**Work to complete**
Using the word "Febbraio" as the filter, copy each matching line from the records.

##### Supplied records

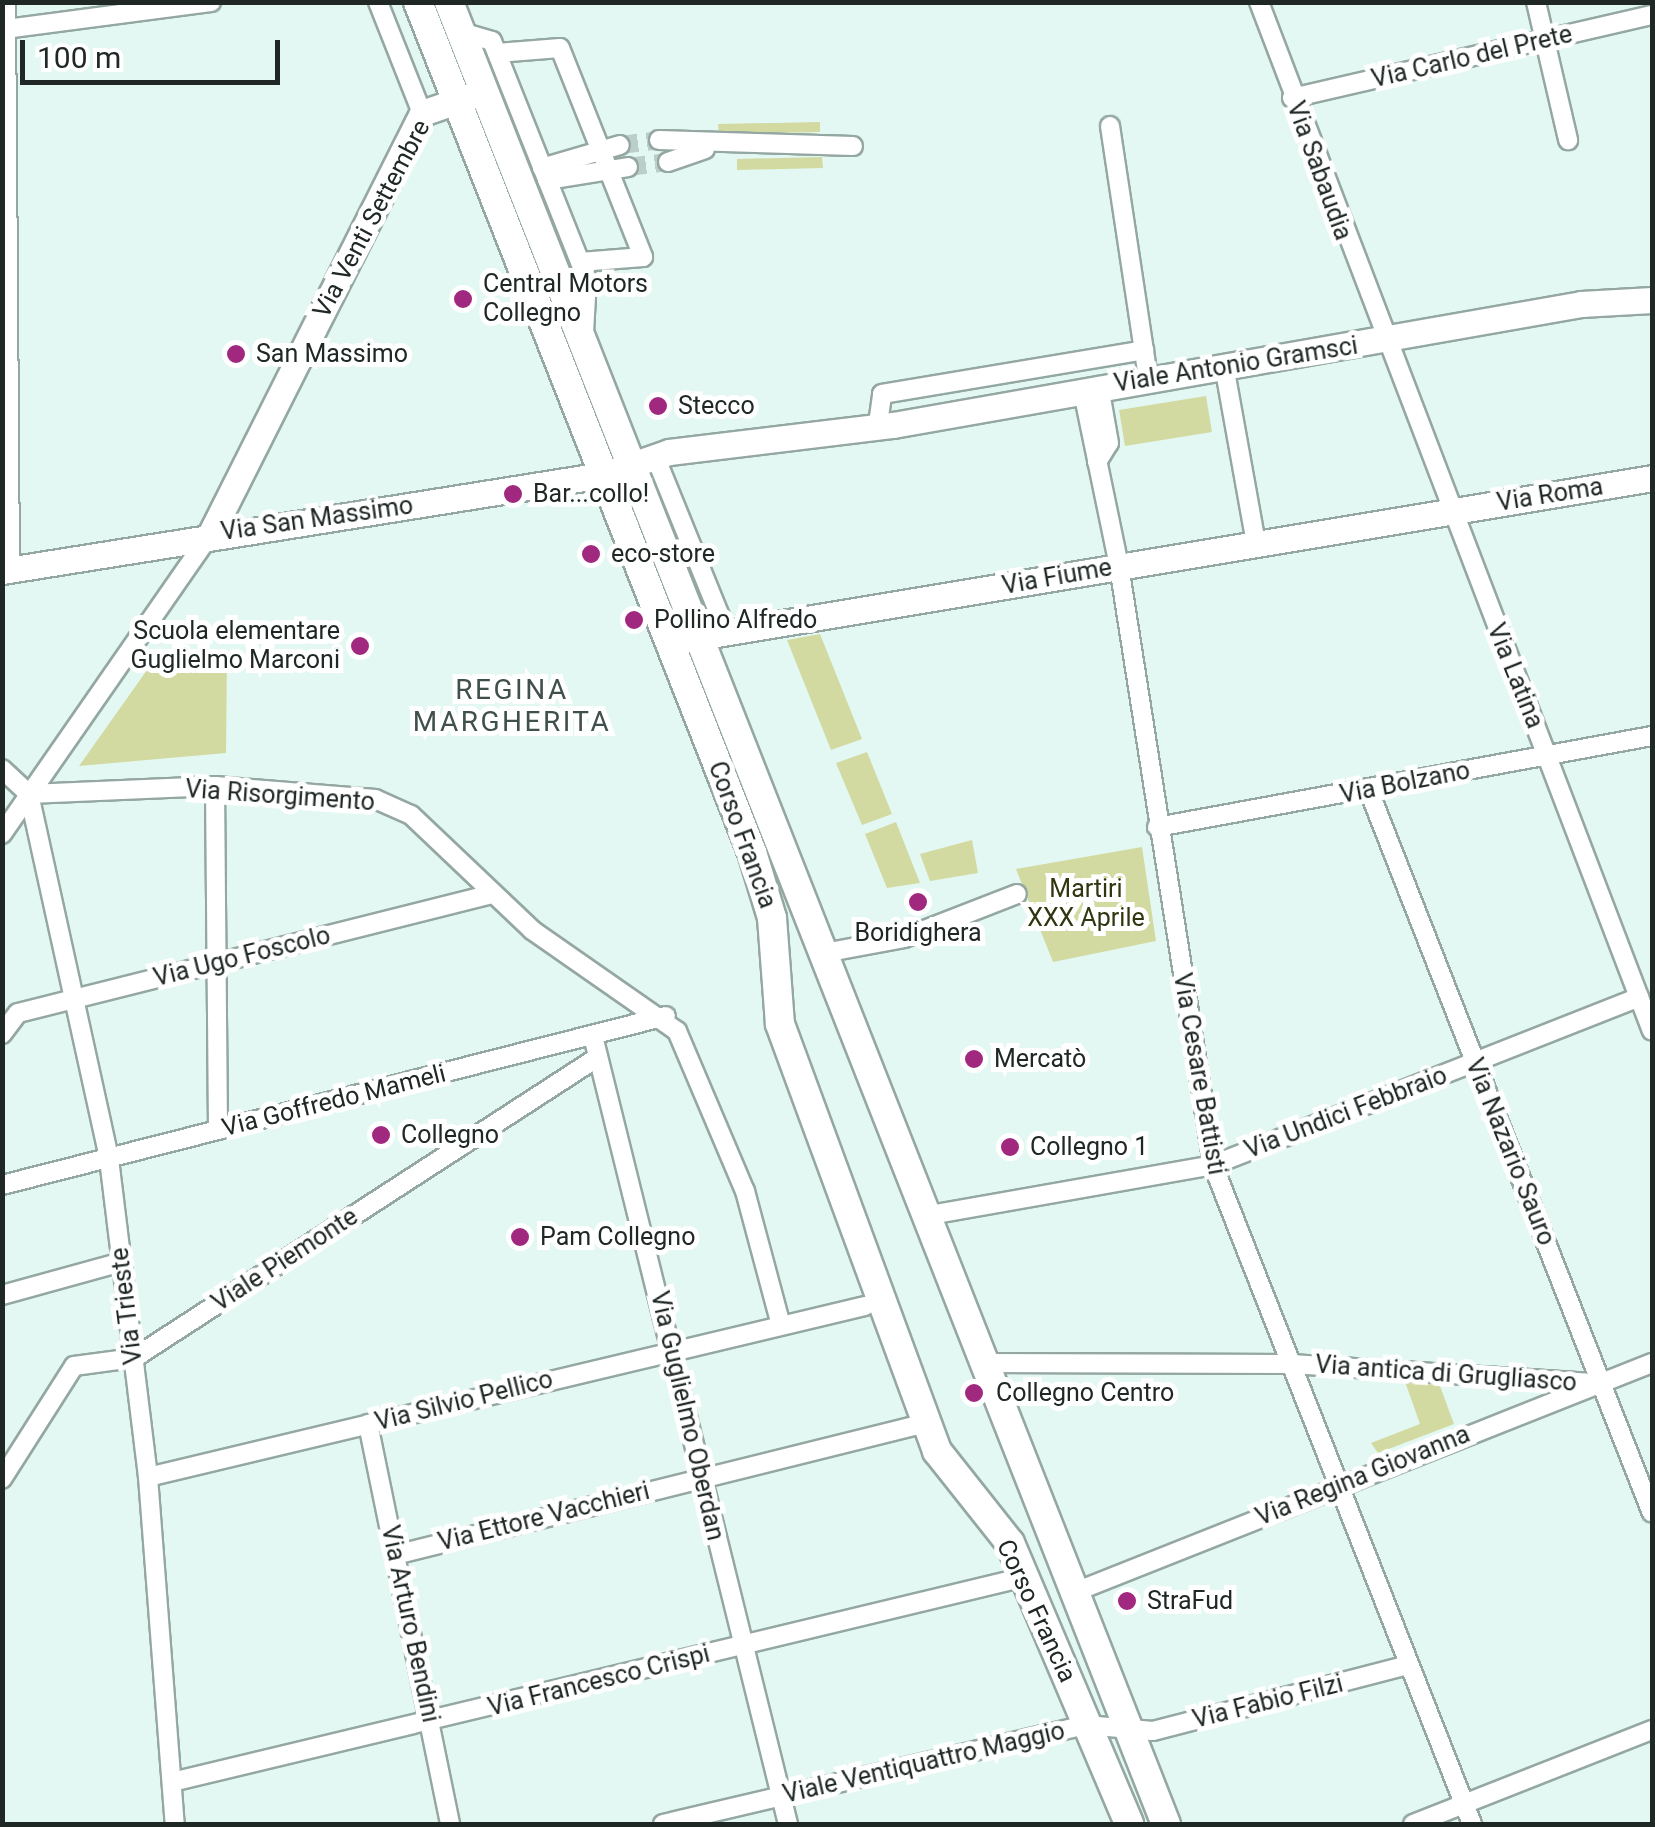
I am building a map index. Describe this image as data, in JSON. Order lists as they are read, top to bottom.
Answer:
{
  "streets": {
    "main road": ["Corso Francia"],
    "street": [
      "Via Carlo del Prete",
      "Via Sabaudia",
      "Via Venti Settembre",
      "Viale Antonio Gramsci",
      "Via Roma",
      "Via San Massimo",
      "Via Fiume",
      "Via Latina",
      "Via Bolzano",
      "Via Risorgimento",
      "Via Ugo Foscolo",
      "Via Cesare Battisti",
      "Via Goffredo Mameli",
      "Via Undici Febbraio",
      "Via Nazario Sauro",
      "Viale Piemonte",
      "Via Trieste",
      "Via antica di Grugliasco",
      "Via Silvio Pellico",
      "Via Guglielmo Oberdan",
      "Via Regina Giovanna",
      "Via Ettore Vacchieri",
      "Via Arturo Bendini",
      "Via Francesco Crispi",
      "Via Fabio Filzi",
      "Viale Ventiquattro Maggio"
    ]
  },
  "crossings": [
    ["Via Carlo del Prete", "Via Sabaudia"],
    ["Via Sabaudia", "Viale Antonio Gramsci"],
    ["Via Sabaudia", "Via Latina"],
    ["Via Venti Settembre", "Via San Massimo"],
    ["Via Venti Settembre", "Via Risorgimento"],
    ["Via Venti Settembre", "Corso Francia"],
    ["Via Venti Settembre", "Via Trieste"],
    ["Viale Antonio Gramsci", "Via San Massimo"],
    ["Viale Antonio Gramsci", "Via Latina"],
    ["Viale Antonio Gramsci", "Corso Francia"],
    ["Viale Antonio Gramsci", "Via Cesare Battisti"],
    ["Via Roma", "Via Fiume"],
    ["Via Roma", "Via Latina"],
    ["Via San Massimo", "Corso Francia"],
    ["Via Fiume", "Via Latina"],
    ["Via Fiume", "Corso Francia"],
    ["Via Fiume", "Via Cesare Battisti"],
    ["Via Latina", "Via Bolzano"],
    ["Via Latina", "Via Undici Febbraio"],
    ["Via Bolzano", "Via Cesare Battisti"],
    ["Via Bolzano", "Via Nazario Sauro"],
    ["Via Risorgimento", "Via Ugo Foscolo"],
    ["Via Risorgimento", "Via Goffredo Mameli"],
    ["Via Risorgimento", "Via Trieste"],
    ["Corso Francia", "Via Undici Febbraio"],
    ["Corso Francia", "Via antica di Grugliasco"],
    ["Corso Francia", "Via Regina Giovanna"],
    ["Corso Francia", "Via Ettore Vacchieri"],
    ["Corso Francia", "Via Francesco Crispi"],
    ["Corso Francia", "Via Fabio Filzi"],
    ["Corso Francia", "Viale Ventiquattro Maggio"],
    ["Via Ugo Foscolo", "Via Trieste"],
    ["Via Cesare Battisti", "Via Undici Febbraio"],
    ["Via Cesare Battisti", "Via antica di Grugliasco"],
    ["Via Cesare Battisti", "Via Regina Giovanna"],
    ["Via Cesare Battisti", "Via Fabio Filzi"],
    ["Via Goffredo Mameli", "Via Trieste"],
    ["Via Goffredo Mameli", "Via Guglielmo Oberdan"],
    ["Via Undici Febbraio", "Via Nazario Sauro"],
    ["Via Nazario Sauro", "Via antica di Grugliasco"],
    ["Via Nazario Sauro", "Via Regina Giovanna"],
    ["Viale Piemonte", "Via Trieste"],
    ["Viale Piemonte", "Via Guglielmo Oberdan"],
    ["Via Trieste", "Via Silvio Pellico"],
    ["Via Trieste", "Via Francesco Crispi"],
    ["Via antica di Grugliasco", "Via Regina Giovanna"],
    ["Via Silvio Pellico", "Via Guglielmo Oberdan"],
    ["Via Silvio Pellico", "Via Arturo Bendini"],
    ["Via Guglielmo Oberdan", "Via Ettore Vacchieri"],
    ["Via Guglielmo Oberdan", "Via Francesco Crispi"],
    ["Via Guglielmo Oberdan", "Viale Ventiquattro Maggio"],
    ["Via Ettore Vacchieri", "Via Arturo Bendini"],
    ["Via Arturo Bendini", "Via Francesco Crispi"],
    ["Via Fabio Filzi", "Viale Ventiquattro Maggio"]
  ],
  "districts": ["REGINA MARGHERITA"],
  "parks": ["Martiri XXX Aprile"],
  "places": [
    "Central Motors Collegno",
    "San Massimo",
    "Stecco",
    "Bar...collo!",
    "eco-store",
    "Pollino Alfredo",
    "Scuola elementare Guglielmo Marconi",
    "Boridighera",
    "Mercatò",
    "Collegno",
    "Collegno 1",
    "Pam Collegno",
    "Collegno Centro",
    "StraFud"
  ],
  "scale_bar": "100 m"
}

##########

**Task output**
      "Via Undici Febbraio",
    ["Via Latina", "Via Undici Febbraio"],
    ["Corso Francia", "Via Undici Febbraio"],
    ["Via Cesare Battisti", "Via Undici Febbraio"],
    ["Via Undici Febbraio", "Via Nazario Sauro"],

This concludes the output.